Records follow. Copy every line with "function".
——
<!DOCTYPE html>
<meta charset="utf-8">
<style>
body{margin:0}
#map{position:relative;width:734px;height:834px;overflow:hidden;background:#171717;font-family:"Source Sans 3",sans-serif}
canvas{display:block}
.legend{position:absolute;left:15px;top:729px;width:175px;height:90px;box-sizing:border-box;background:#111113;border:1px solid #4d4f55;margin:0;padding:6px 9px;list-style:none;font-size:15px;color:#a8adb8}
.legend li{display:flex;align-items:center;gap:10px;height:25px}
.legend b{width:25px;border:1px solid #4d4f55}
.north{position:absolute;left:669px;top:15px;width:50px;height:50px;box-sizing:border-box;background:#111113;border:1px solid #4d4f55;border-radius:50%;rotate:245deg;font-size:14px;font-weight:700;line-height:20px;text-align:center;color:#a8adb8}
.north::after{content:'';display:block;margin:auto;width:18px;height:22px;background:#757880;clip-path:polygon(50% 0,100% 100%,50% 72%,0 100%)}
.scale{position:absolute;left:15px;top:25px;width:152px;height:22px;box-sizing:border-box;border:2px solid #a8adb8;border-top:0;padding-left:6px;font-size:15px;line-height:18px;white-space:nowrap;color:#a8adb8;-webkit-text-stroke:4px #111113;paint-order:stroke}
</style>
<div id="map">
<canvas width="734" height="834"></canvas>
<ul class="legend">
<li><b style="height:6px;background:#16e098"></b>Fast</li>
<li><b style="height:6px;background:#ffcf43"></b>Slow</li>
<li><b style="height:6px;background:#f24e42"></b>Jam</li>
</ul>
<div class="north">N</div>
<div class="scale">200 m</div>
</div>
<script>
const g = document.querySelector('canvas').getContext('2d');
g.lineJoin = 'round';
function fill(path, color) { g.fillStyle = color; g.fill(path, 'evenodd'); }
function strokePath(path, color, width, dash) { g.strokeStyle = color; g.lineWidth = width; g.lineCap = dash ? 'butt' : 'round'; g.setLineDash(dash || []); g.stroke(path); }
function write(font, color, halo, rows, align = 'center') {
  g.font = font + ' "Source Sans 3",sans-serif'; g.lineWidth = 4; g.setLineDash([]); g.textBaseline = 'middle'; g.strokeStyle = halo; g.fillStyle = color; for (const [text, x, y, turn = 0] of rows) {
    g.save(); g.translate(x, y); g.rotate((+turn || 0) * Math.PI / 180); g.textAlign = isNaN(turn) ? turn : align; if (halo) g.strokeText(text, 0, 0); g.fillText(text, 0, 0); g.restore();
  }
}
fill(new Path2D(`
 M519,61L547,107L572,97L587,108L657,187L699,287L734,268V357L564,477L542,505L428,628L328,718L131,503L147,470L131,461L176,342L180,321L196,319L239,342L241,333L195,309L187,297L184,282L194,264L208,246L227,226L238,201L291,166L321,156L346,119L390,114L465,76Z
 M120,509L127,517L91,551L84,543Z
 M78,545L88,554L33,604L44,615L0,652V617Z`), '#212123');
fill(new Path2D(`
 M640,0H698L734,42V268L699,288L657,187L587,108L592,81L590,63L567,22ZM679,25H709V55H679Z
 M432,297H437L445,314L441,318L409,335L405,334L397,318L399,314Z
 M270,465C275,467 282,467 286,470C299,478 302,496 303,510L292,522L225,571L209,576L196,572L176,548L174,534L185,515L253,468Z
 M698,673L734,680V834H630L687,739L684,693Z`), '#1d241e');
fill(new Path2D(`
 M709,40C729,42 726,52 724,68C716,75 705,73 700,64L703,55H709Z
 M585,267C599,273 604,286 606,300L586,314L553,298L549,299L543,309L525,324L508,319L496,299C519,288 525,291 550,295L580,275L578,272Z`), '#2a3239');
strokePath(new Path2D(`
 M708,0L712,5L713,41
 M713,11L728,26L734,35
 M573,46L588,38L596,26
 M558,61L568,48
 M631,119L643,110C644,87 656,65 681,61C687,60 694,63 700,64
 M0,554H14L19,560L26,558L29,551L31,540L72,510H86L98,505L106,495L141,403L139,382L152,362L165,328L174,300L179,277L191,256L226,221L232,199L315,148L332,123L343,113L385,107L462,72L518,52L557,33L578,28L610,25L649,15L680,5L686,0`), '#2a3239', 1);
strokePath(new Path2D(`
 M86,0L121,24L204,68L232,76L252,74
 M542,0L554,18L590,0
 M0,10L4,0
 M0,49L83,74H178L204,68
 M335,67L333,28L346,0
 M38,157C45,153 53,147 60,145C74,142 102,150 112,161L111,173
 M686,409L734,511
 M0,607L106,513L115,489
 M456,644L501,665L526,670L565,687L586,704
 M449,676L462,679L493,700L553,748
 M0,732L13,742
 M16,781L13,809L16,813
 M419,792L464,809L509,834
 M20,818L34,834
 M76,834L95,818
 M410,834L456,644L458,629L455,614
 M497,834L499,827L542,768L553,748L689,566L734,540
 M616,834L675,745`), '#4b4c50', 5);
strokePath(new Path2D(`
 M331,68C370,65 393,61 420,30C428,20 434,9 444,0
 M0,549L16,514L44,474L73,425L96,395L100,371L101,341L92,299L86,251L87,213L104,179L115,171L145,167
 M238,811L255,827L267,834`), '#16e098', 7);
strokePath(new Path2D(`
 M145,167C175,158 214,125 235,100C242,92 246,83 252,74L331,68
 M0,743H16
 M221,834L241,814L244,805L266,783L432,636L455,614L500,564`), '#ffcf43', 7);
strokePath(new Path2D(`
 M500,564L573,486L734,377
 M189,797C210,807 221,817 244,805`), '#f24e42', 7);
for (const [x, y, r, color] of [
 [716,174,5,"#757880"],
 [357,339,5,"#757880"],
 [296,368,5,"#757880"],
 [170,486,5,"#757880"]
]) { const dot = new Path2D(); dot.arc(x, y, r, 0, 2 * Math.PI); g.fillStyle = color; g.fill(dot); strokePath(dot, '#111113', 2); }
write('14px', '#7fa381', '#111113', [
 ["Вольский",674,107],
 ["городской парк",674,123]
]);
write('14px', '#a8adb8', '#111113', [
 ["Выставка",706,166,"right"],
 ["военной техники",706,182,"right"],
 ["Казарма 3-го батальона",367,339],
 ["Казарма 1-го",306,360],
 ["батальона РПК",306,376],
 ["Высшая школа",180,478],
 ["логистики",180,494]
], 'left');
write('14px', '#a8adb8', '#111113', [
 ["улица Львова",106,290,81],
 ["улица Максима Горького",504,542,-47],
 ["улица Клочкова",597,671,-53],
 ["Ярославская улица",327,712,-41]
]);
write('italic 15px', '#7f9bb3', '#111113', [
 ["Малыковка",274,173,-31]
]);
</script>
——
OUTPUT FOR THIS EXERCISE -
function fill(path, color) { g.fillStyle = color; g.fill(path, 'evenodd'); }
function strokePath(path, color, width, dash) { g.strokeStyle = color; g.lineWidth = width; g.lineCap = dash ? 'butt' : 'round'; g.setLineDash(dash || []); g.stroke(path); }
function write(font, color, halo, rows, align = 'center') {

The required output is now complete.